In 2009, Maayke returned to the University of Amsterdam on a new position as Assistant Professor in our research group. She was awarded with a VENI grant from NWO to investigate how competition for nutrients and competition for light would interact. With her PhD students and postdocs, she developed mathematical models and ran lab experiments to predict how nutrients and light shape phytoplankton competition and diversity.

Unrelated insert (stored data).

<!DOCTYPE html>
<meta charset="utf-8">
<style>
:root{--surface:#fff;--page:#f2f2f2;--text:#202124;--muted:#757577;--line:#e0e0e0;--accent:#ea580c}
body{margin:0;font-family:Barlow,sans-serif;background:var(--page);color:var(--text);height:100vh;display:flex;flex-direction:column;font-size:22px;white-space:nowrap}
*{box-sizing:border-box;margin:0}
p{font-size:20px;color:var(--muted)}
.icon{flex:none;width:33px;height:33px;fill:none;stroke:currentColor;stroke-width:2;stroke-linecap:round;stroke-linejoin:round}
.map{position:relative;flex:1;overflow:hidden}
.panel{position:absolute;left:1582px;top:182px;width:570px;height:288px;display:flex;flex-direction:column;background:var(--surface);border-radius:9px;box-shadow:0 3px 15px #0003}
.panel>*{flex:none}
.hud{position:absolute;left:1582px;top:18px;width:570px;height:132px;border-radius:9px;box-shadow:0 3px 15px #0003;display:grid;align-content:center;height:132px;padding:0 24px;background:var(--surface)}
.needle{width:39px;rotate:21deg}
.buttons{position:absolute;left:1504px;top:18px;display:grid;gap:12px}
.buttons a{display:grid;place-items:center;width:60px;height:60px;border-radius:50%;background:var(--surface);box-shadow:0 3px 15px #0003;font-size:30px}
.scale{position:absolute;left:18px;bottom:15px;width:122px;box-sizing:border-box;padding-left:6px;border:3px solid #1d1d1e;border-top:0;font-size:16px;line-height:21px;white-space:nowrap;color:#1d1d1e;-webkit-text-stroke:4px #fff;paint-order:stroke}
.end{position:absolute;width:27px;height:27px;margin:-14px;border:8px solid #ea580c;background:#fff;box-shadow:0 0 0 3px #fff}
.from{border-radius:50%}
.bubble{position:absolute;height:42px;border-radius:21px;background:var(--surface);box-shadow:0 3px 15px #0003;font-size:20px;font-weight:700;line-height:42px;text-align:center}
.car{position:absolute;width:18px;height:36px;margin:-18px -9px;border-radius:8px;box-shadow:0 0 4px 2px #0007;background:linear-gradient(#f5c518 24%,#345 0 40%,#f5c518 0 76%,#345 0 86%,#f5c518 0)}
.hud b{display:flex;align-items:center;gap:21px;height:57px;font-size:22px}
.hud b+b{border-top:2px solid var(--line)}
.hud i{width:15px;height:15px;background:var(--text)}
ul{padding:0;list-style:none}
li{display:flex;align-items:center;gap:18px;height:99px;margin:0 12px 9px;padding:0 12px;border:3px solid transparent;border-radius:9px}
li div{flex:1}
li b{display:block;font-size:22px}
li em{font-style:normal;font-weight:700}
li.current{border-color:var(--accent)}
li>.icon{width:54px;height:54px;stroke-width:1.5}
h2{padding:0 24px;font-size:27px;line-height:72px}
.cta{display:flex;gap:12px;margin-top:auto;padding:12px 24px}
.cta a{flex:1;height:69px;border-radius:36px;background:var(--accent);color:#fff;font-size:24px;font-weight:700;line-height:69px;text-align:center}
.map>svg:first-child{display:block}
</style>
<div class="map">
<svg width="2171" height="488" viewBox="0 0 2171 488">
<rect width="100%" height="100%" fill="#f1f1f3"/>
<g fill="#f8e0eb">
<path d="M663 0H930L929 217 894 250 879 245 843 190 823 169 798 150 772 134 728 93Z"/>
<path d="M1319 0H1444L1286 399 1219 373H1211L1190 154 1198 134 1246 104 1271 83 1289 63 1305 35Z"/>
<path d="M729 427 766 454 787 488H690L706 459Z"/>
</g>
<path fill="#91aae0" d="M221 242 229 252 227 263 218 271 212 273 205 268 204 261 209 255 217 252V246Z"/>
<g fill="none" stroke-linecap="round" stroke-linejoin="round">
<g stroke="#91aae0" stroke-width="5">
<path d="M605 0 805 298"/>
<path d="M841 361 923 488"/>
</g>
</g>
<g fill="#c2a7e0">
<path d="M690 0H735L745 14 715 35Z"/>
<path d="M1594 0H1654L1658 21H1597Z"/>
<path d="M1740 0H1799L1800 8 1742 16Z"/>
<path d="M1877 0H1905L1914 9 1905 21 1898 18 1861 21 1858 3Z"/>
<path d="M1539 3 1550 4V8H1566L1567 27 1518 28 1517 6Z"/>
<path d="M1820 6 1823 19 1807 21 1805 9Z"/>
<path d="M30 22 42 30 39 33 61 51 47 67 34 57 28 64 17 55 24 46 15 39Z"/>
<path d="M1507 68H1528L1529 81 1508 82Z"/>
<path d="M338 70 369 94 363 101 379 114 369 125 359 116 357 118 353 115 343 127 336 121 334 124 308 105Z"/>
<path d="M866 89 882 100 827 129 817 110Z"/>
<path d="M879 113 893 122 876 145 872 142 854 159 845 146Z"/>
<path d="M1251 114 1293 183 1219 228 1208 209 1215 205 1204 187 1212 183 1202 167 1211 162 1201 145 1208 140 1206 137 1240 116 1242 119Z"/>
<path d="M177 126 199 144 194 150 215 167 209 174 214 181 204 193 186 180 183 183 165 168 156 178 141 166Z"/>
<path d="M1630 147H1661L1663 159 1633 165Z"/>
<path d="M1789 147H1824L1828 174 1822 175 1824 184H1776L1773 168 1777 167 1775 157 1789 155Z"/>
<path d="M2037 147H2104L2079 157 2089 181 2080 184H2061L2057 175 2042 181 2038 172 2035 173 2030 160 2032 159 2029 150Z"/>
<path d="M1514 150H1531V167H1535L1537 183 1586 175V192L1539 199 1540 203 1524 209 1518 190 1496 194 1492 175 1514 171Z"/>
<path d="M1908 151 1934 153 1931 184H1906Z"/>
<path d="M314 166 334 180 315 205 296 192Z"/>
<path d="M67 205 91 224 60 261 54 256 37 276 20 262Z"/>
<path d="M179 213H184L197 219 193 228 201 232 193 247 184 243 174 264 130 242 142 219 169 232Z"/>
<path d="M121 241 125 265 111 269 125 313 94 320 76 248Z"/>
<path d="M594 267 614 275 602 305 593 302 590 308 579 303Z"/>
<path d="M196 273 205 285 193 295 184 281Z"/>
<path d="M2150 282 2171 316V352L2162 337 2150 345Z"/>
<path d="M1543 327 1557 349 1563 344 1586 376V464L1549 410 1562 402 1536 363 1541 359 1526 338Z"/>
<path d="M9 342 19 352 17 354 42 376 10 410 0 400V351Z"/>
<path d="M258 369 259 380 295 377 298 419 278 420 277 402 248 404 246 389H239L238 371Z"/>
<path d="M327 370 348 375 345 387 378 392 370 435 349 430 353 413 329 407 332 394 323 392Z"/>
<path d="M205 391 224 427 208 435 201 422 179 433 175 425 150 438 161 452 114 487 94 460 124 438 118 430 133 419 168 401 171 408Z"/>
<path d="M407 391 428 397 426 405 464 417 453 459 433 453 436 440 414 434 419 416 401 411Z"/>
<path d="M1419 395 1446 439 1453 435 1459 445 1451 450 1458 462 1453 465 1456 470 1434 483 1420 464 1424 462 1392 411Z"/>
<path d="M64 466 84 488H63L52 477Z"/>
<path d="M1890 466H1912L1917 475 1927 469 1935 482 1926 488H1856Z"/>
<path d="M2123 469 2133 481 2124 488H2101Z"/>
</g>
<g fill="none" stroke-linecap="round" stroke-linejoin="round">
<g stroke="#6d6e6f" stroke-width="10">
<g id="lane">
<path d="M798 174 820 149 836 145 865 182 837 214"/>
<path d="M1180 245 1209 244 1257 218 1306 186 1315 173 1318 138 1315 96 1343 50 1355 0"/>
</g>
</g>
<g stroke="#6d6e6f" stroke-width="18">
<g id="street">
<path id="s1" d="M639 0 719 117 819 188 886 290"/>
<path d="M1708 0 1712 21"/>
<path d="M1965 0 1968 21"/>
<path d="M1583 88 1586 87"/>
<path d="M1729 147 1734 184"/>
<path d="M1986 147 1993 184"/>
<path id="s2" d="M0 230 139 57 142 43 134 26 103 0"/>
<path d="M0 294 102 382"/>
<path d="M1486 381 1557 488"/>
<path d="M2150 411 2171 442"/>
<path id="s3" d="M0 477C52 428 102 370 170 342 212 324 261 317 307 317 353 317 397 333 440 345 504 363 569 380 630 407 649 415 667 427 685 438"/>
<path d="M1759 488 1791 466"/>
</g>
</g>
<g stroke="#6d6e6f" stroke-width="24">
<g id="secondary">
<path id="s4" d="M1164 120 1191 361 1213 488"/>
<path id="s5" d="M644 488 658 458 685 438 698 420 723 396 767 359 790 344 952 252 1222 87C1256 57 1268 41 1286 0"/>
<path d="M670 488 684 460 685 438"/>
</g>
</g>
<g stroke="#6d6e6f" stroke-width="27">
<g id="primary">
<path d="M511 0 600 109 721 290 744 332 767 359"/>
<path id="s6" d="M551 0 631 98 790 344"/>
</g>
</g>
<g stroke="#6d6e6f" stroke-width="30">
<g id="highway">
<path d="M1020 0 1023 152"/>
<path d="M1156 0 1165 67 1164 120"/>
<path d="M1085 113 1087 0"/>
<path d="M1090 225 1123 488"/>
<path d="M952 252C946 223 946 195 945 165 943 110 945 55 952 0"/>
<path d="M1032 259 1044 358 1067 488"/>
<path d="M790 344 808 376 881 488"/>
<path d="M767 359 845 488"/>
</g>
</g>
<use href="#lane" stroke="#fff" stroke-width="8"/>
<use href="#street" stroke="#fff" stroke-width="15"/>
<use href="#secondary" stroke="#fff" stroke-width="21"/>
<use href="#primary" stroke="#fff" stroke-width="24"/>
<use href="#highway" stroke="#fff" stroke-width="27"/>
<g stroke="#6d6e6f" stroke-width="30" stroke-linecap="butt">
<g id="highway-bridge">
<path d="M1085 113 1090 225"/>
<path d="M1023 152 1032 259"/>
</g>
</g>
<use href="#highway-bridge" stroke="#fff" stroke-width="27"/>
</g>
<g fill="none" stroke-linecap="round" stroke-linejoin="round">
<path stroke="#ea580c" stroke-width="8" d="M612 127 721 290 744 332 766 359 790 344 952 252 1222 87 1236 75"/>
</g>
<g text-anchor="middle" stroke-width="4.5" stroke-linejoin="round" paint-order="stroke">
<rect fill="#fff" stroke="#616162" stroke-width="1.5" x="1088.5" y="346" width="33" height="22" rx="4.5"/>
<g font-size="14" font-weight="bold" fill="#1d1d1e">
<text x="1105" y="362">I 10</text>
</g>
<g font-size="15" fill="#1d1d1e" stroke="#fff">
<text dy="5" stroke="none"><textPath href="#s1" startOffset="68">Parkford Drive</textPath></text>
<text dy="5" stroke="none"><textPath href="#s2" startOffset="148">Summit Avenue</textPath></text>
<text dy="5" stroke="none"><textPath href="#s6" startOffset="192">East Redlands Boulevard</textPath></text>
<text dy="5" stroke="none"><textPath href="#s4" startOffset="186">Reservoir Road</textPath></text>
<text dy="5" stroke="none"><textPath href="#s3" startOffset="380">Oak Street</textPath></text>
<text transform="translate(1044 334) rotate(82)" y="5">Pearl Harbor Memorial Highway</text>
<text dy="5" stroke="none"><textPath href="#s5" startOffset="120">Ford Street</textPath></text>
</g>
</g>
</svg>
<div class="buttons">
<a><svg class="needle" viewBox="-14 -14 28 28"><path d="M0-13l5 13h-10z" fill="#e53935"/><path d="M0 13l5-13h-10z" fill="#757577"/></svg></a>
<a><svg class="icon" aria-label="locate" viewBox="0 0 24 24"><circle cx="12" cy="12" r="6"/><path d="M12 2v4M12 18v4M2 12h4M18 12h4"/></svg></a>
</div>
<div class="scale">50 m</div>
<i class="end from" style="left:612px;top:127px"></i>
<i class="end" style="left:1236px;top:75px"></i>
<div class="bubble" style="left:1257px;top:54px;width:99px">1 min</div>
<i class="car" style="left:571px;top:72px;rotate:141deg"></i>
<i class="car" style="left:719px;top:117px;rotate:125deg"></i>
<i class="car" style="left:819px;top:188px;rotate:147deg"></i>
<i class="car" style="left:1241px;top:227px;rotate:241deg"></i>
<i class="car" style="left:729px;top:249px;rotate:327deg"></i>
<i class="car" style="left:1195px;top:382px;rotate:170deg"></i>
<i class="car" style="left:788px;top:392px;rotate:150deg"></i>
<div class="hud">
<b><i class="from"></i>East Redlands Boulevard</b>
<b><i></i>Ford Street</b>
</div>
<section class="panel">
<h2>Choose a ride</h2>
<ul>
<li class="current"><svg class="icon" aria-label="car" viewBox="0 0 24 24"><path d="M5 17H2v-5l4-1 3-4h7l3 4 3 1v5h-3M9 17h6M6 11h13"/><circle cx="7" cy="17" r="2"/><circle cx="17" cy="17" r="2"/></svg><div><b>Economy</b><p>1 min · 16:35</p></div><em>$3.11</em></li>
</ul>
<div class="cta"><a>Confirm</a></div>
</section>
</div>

Furthermore, she showed how changing nitrogen and phosphorus loads in European rivers have led to phosphorus limitation in coastal waters of the North Sea, a topic that attracted considerable media attention and raised questions in the Dutch parliament on coastal nutrient management. Recently, a new PhD project started in collaboration with the VU, using satellite remote sensing to continue Maayke’s work on phytoplankton pigments and the underwater light spectrum.

Versatile scientist

Maayke was an extremely versatile scientist who combined mathematical models, laboratory experiments, data analysis and field work. She participated in a number of scientific cruises, and turned out to be an excellent organizer of field expeditions. As a PhD student, she had already organized the sampling of picocyanobacteria in the Baltic Sea and in the Pacific Ocean near Hawaii. Later in her career, she joined her PhD student Amanda Burson in sampling phytoplankton across the North Sea, from the research vessel Pelagia of the Royal Netherlands Institute for Sea Research. She also coordinated two-week yearly field excursions to Faro, Portugal for the BSc course Marine Biology, so students could study marine organisms in the Rio Formosa.

Maayke was a calm, thoughtful person, with a sincere interest in the people around her. She was an attentive listener, with her own typical sense of humour. During her time in our research department, she became a loyal friend to many of her colleagues. She passed away peacefully on 4 August and will be dearly missed.